Gehaltsverhandlung nach dem Jobangebot: Wie viel Prozent sind realistisch?

Der Jobwechsel als Gehaltshebel
Gehaltsdaten zeigen einen klaren Trend: Wer den Arbeitgeber wechselt, erzielt im Median eine spürbar größere Gehaltssteigerung als jemand, der beim aktuellen Arbeitgeber bleibt und intern erhöht. Bezogen auf ein mittleres Bruttojahresgehalt von rund 54.000 € entspricht eine Steigerung von etwa 8 % einem Plus von grob 4.300 € brutto – und das nicht nur einmalig, sondern dauerhaft für jedes Folgejahr.

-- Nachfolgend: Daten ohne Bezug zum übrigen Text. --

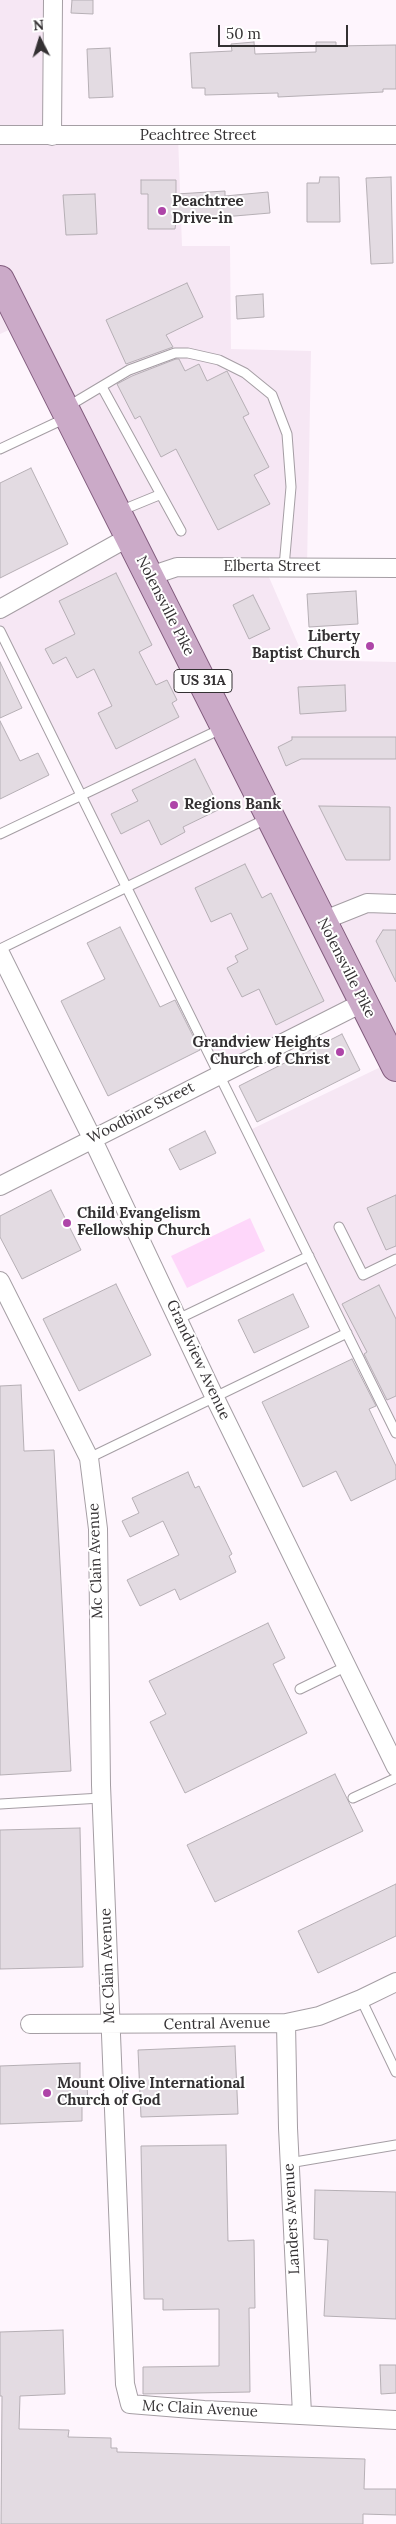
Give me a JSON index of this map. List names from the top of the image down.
{
  "streets": {
    "main road": ["Nolensville Pike", "US 31A"],
    "street": [
      "Peachtree Street",
      "Elberta Street",
      "Woodbine Street",
      "Grandview Avenue",
      "Mc Clain Avenue",
      "Central Avenue",
      "Landers Avenue"
    ]
  },
  "crossings": [
    ["Elberta Street", "Nolensville Pike"],
    ["Nolensville Pike", "Woodbine Street"],
    ["Woodbine Street", "Grandview Avenue"],
    ["Mc Clain Avenue", "Central Avenue"],
    ["Mc Clain Avenue", "Landers Avenue"],
    ["Central Avenue", "Landers Avenue"]
  ],
  "places": [
    "Peachtree Drive-in",
    "Liberty Baptist Church",
    "Regions Bank",
    "Grandview Heights Church of Christ",
    "Child Evangelism Fellowship Church",
    "Mount Olive International Church of God"
  ],
  "scale_bar": "50 m",
  "north": "top"
}
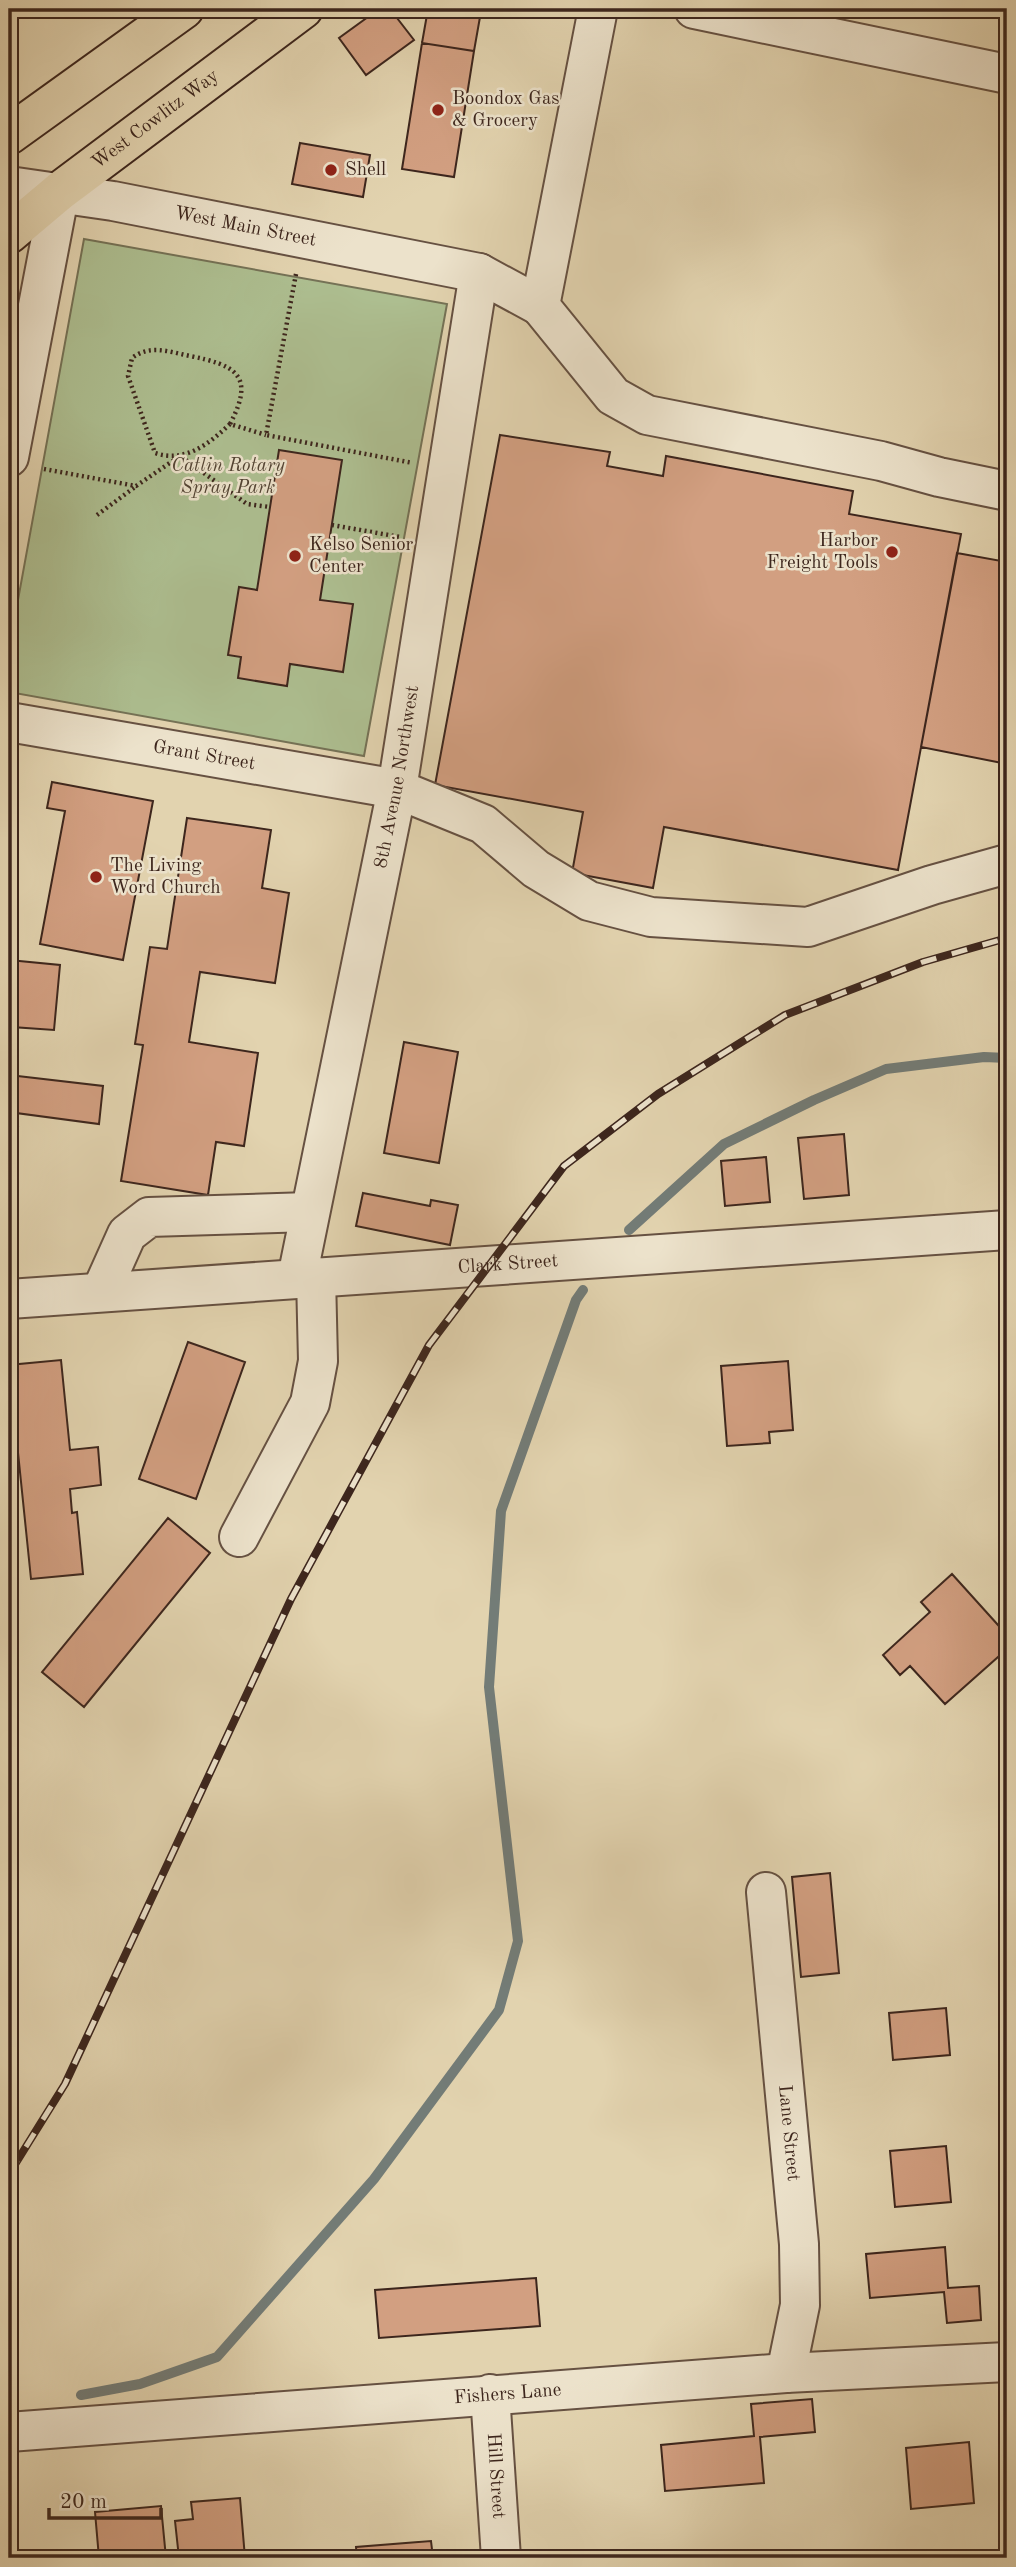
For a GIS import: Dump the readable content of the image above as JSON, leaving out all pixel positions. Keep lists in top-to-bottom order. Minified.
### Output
{"streets":{"main road":["West Cowlitz Way"],"street":["West Main Street","Grant Street","8th Avenue Northwest","Clark Street","Lane Street","Fishers Lane","Hill Street"]},"crossings":[["West Cowlitz Way","West Main Street"],["West Main Street","8th Avenue Northwest"],["Grant Street","8th Avenue Northwest"],["8th Avenue Northwest","Clark Street"],["Lane Street","Fishers Lane"],["Fishers Lane","Hill Street"]],"parks":["Catlin Rotary Spray Park"],"places":["Boondox Gas & Grocery","Shell","Harbor Freight Tools","Kelso Senior Center","The Living Word Church"],"scale_bar":"20 m"}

Verhandeln lohnt sich – auch nach dem Angebot
Eine vielzitierte Glassdoor-Befragung kommt zu dem Ergebnis, dass die deutliche Mehrheit derjenigen, die nach einem Jobangebot aktiv nachverhandeln, tatsächlich ein besseres Gehalt erzielt – die überwiegende Mehrheit derer, die es versuchen, bekommt mehr. Das eigentliche Risiko liegt selten im Versuch selbst, sondern darin, es gar nicht erst zu probieren.
Wie viel ist realistisch?
Eine pauschale Prozentzahl, die für jede Branche und jedes Angebot gilt, gibt es nicht seriös – zu unterschiedlich sind Ausgangsgehälter, Branchenüblichkeit und Verhandlungsspielraum je nach Unternehmensgröße. Realistischer als eine feste Zahl ist der Blick auf die eigene Verhandlungsposition: Ein bereits unterschriftsreifes Angebot ist der Moment mit dem größten Hebel, weil das Unternehmen zu diesem Zeitpunkt bereits investiert hat, dich einzustellen.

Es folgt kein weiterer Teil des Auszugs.